Once so peaceful that refugees from across Syria traveled there to build new lives, Afrin under Turkish occupation is now reminiscent of cities under IS rule according to reports on the ground and as described by the independent UK-based Syrian Observatory for Human Rights. The Kurdish language is banned from public life. Civilians are regularly kidnapped and tortured to extort ransoms from their relatives. Women cannot appear in public without adhering to strict Islamic dress codes. Christians, Alevis, and Yazidis—who once practiced their faith proudly and openly—have been told by militiamen that they must convert, flee, or be killed. The United States Department of Defense has even admitted that the invasion of Afrin, and subsequent poor governance in areas administered by Turkish-backed militias, has given IS a safe haven to regroup. 

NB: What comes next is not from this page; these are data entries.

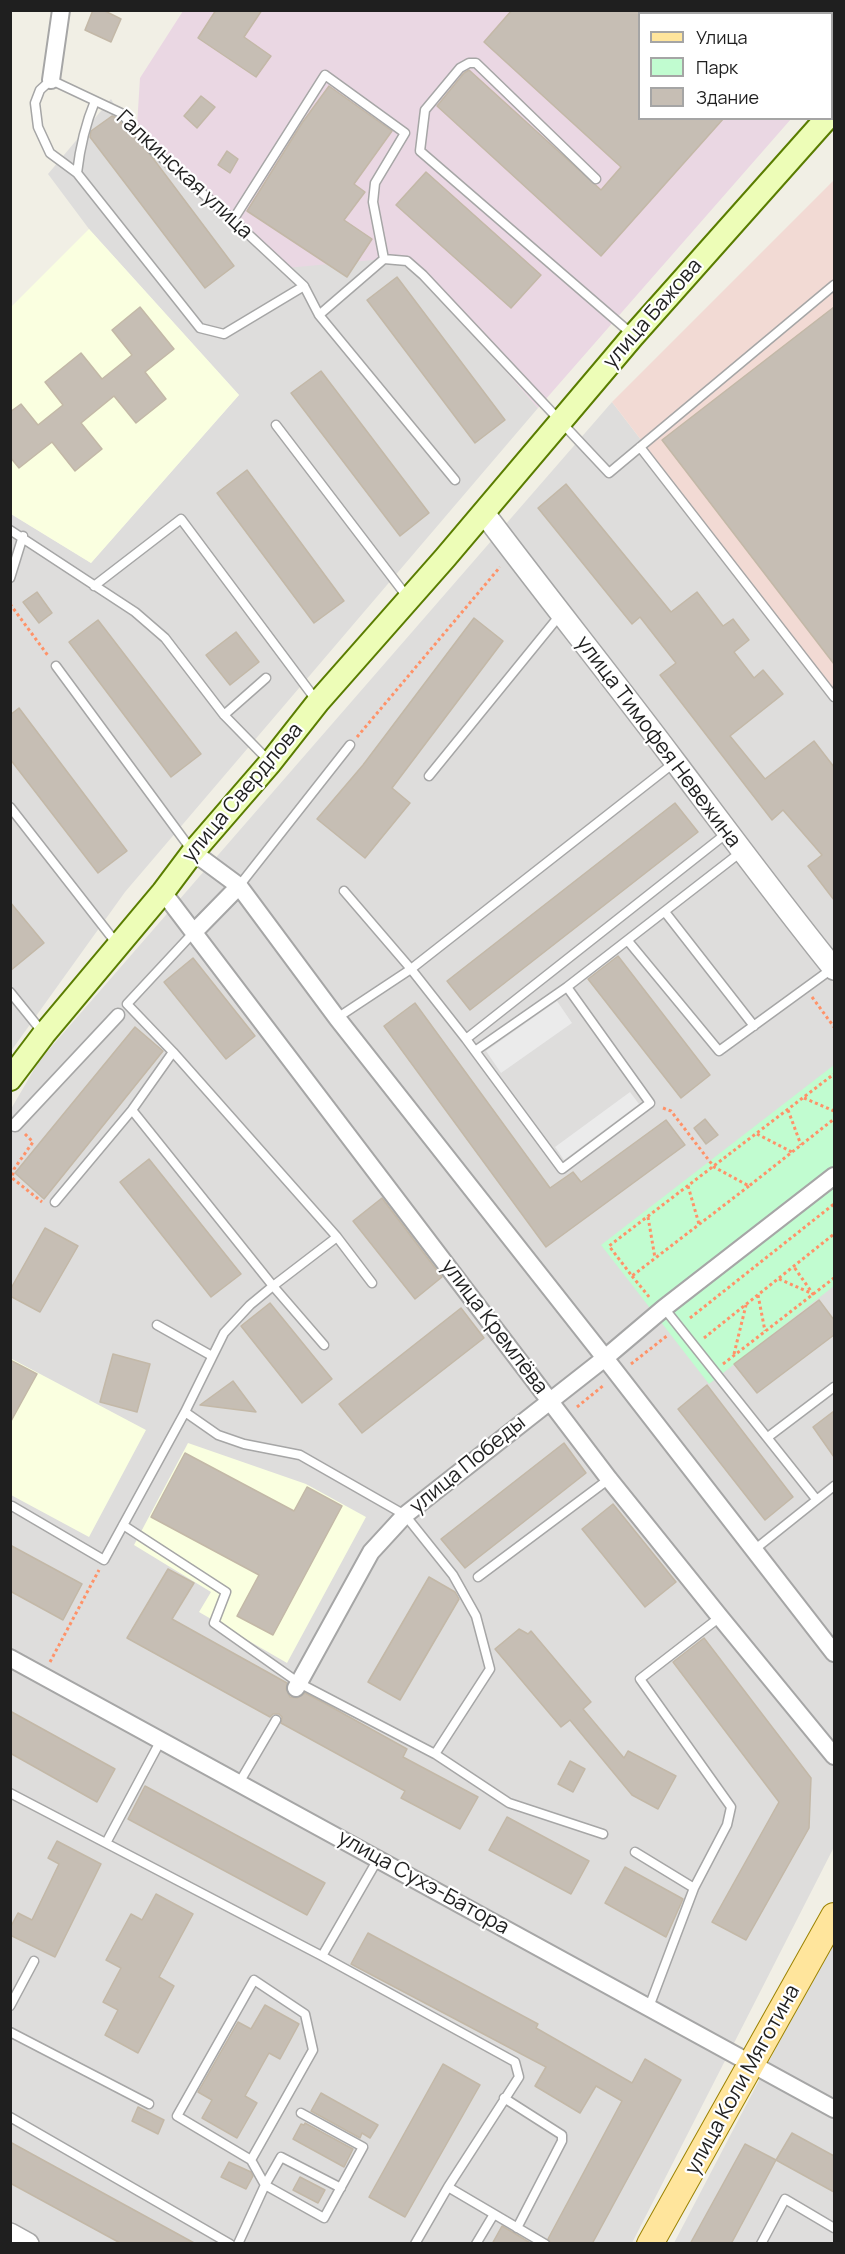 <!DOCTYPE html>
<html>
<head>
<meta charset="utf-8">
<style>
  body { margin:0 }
  #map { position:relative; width:845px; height:2254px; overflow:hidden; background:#f1efe5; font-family:Manrope,sans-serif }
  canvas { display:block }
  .frame { position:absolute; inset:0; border:12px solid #1f1f1f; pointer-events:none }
  .legend { position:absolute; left:638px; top:12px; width:195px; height:108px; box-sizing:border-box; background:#fff; border:2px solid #a5a5a5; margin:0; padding:8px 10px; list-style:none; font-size:18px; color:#1f1f1f }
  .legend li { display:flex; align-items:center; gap:12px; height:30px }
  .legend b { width:30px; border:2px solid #a5a5a5 }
</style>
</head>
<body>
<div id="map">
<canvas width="845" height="2254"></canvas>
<div class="frame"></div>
<ul class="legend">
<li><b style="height:8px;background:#ffe59c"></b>Улица</li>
<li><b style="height:16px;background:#c1fcd0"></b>Парк</li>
<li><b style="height:16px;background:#c6beb4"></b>Здание</li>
</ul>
</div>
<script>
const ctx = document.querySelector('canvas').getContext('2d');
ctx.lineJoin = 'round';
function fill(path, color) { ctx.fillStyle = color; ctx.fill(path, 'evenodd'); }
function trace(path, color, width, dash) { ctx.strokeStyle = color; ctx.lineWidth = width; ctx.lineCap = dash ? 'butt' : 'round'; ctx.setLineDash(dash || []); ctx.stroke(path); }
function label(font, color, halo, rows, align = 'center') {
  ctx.font = font + ' Manrope,sans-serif'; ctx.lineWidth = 4.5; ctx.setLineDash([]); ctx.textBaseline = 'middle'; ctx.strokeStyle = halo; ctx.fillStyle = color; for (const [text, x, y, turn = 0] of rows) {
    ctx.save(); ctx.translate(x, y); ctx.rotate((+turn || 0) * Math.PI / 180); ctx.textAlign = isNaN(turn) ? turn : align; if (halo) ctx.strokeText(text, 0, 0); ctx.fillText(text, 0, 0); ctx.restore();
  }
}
fill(new Path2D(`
  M111,99l25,43 270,115 132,151 -413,484 -114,159v-537l80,49 148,-168 -150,-166 -41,-55z
  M612,402l222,290v1155l-202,396 -596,1 -25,-15v-1120l28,-48z
  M834,1937v306h-160z`), '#dedddc');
fill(new Path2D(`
  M834,180v512l-222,-290z`), '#f2dad4');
fill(new Path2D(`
  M183,11h651v57l-2,4v-58h-192v104l151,1 -253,289 -132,-151 -120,11 -150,-126 4,-64z`), '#ead7e3');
fill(new Path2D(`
  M89,229l150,166 -148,168 -80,-49 -1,-206z
  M10,1358l136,72 -57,107 -78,-42z
  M188,1443l118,41 60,33 -79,146 -88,-51 12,-20 -77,-47z`), '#faffe0');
fill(new Path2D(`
  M834,1065v221l-125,98 -108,-139z`), '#c1fcd0');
fill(new Path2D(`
  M557,1001l15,22 -71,50 -15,-22z
  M630,1092l9,12 -75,56 -9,-13z`), '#ebebeb');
const building = new Path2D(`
  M93,10h10l18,9 -10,23 -26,-12z
  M216,10h46l-18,27 27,19 -15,21 -58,-39z
  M512,10h127v108h85l-123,138 -164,-150 27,-33 5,-3 132,120 20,-23 -137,-125z
  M329,86l63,45 -38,53 11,8 -21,28 28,19 -25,38 -100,-66 55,-88z
  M201,96l14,11 -18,21 -13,-12z
  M112,116l5,2 35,39 82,109 -29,22 -115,-151 1,-6z
  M227,151l11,8 -8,14 -12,-8z
  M426,172l115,103 -30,33 -115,-103z
  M397,277l108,143 -30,23 -108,-143z
  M140,307l34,42 -29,23 21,27 -30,24 -22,-27 -33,27 21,26 -27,22 -23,-29 -33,26 -9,-11v-45l11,-8 17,21 25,-20 -18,-23 36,-29 21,26 30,-24 -20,-25z
  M834,307v357l-172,-224z
  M321,371l108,142 -29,23 -109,-143z
  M247,470l97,131 -30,22 -97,-130z
  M566,484l105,128 26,-20 26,34 10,-7 16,21 -15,12 20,26 9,-8 20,24 -53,42 35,43 49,-38 20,26v133l-26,-34 14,-11 -39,-45 -11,10 -112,-145 16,-12 -36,-46 -8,7 -94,-116z
  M37,592l15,21 -13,10 -16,-21z
  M474,618l29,23 -111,147 18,15 -45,55 -48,-39 46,-54z
  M98,620l103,134 -30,23 -102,-135z
  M236,632l23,30 -29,23 -24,-30z
  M19,708l108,143 -29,22 -88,-114v-44z
  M675,803l23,29 -228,178 -23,-29z
  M10,902l34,41 -34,28z
  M618,956l92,119 -29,23 -93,-119z
  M193,958l62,78 -29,23 -62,-77z
  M415,1003l135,185 23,-16 8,10 85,-62 19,25 -139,102 -162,-221z
  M135,1027l28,24 -119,148 -29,-26z
  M705,1119l13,16 -12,9 -12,-16z
  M149,1159l92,115 -30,23 -91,-115z
  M382,1198l60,79 -27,22 -62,-78z
  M45,1228l33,18 -38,66 -30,-16v-6z
  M819,1300l15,20v15l-77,58 -23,-29z
  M270,1303l62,76 -30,24 -61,-77z
  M461,1308l23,30 -122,95 -23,-29z
  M113,1354l37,10 -13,48 -37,-10z
  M10,1360l27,14 -27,49z
  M233,1381l23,31 -56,-7z
  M707,1385l86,112 -28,23 -87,-111z
  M834,1411v46l-21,-30z
  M564,1443l22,30 -121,95 -24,-29z
  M185,1453l109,58 13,-24 35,19 -69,129 -36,-19 22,-41 -108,-58z
  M613,1504l63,78 -31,25 -63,-78z
  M10,1545l72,39 -19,36 -53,-29z
  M168,1569l26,14 -22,36 115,64 -1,6 4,8 7,1 8,-5 21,11 81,45 -4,8 75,40 -18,32 -59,-31 4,-7 -124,-68 1,-6 -3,-3h-6l-3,3 -143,-79z
  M429,1577l26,15 4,7 -59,101 -32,-18z
  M519,1629l9,5 3,-3 60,71 -8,7 41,49 4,-7 48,25 -18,33 -26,-14 -62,-75 -9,7 -66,-78z
  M704,1638l107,140 -2,50 -63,112 -34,-18 67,-120 -106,-140z
  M10,1711l105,58 -18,33 -87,-49z
  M570,1761l15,8 -12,23 -15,-8z
  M145,1786l180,97 -18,32 -179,-96z
  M507,1817l82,44 -18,33 -82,-44z
  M57,1841l44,23 -46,93 -45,-22v-7l8,-15 14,7 27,-56 -11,-6z
  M625,1867l58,32 -17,38 -61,-34z
  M156,1894l37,20 -34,63 15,9 -36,67 -33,-18 13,-25 -15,-8 18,-34 -15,-8 25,-46 11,6z
  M368,1933l170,91 -2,4 96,55 13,-24 36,21 -89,164h-41l-3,-5 74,-138 -26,-15 -16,27 -45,-27 11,-19 -195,-103z
  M265,2005l34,19 -19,35 -11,-6 -24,43 12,7 -20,35 -35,-20 10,-18 -14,-8 40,-70 13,7z
  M443,2064l37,21 -75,132 -36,-20z
  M321,2093l57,32 -8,13 -8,-5 -2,5 -49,-27z
  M138,2107l26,13 -6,14 -26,-13z
  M305,2123l48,26 -9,18 -51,-28 8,-15 3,1z
  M792,2133l42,23v36l-58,-32z
  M10,2142l186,102h-74l-112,-61z
  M745,2144l31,16 -45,84h-41z
  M229,2162l22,10 2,4 -7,13 -25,-12z
  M300,2177l25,13 -7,13 -25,-13z
  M502,2226l12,7 18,11h-40z`);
fill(building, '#c6beb4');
trace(building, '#c3b8a7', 1.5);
const service = new Path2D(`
  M95,101c-10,24 -15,46 -18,72l123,155 24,6 80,-48 15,29 65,-56 23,2 16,14 186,198 225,-188
  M77,173l-27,-20 -12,-26 -3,-24 5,-13 11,-10 70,33 31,36 81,71 71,66
  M596,179l-120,-116h-7l-9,5 -35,42 -5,41 213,184
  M233,220l92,-145 80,58 -30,50 -2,19 11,57
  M319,315l136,165
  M276,425l132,173
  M640,447l194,250
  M10,530l125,82 30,26 59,77 45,46
  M10,578l13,-42
  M94,586l87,-67 135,181
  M56,666l137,186
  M224,715l42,-37
  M429,776l131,-161
  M10,807l107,137
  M239,886l111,-141
  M344,891l67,78 55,70
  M665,912l89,114
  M628,941l91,110 114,-83
  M567,987l83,116 -88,66 -96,-130 261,-206
  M10,992l34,42
  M337,1018l74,-49 264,-207
  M475,1051l92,-64 174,-135
  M173,1052l164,185 35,46
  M132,1110l141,176 64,-49
  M55,1202l77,-92 41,-58 -46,-48 67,-72
  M664,1308l152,191
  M157,1325l55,31
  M185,1412l39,-79 26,-28 23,-19 51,59
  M768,1437l66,-50
  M12,1506l92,54 81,-148 33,23 26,9 56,11 105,60 48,60 23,41 14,53 -55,85 -136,-71 -85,-60 12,-31 -103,-67
  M754,1550l80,-64
  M478,1577l131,-98
  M435,1754l74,49 94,31
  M239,1783l37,-63
  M10,1793l312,163 193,106 4,15 -71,110
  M106,1843l55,-103
  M635,1852l59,36
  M322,1956l56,-97
  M10,2006l24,-45
  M649,2007l45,-119 33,-63 4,-18 -91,-128 80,-62
  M10,2032l139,72
  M504,2098l58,37v6l-45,87
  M301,2113l62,34 -39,71 -59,-33 16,-28 60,31
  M10,2117l220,127
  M238,2244l27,-59 -14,-25 -74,-44 77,-136 51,34 8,36 -62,110
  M415,2244l33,-57 97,57
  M476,2244l18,-30
  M761,2244l24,-45 49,29`);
const pedestrian = new Path2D(`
  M15,1125l103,-110`);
const minor = new Path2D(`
  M51,80l10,-70
  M193,852l46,34 98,132 268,340 229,295
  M163,892l446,587 111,138 114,139
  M194,932l45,-46
  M10,1658l824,451
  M296,1688l75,-136 34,-37 200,-157 59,-50 170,-132`);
const tertiary = new Path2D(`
  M484,513c63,84 129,166 192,250 52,69 104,139 158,206
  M10,2234l18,10`);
const secondary = new Path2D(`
  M10,1079l34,-45 119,-142 30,-40 77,-89 48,-61 127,-144 188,-222 194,-218`);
const primary = new Path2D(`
  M650,2244l184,-328`);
trace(service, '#a6a6a6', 11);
trace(pedestrian, '#a6a6a6', 15);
trace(minor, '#a6a6a6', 20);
trace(tertiary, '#a6a6a6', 24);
trace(secondary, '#5a7d00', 26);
trace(primary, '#9b8200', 28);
trace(new Path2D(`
  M10,604l39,53
  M357,737l143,-170
  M812,997l22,30
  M804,1098l30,13
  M663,1108l8,3 43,56 35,19 85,-67
  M788,1110l13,35
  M25,1134l8,8 -19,27 -2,9 30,24
  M757,1134l35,18
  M688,1186l11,38
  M749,1186l-117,90 -23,-30 225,-172
  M648,1217l7,41
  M632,1276l18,22
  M779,1279l34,15 -19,-27
  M758,1295l7,36
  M690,1318l144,-114
  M704,1338l130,-104
  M734,1354l12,-49
  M631,1364l37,-29
  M723,1364l111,-86
  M577,1407l27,-22
  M50,1662l49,-92`), '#ff9268', 3, [3, 3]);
trace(service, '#fff', 8);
trace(pedestrian, '#fff', 12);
trace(minor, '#fff', 16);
trace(tertiary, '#fff', 21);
trace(secondary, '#edfdb7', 22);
trace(primary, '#ffe59c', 26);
label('21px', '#1f1f1f', '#fff', [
  ["Галкинская улица",184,175,43],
  ["улица Бажова",653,314,-49],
  ["улица Тимофея Невежина",658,742,53],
  ["улица Свердлова",243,793,-50],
  ["улица Кремлёва",494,1327,53],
  ["улица Победы",468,1465,-39],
  ["улица Сухэ-Батора",423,1883,29],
  ["улица Коли Мяготина",743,2080,-61]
]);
</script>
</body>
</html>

The world cannot allow what happened in Afrin to happen to the 3.5 million people currently living in Northeast Syria. The borders of Erdogan’s “safe zone” encompass the homelands of nearly all of Syria’s Kurds, Christians, and Yazidis—groups that have a long history of experiencing atrocities at the hands of the Turkish state. This new proposed military incursion is nothing less than the same policy of occupation and ethnic cleansing by a different name.

Given the current situation, a legitimate international safe zone could be effective to prevent more bloodshed and ensure stability in Syria. Such a zone could be administered by the international forces, which already work closely with the SDF and understand the importance of a democratic, pluralist, and equal society that Northeast Syria is trying to build. Within its borders, the SDF could work with these international partners to combat IS sleeper cells—like the one responsible for this week’s devastating attack in Manbij—and to rebuild liberated areas so that more displaced Syrians can return to their homes. 

The enduring defeat of IS will require significant work for years after its territorial defeat. The SDF and its civilian counterparts have begun that work across Northeast Syria—building democratic institutions, protecting religious freedom and gender equality, strengthening local security, and preparing for a negotiated settlement to Syria’s war. A “safe zone” under exclusive Turkish control would do nothing but turn this hard-won peace into further bloodshed and chaos. If the United States falls for Erdogan’s rhetoric, the world’s best hope for peace in Syria will be lost.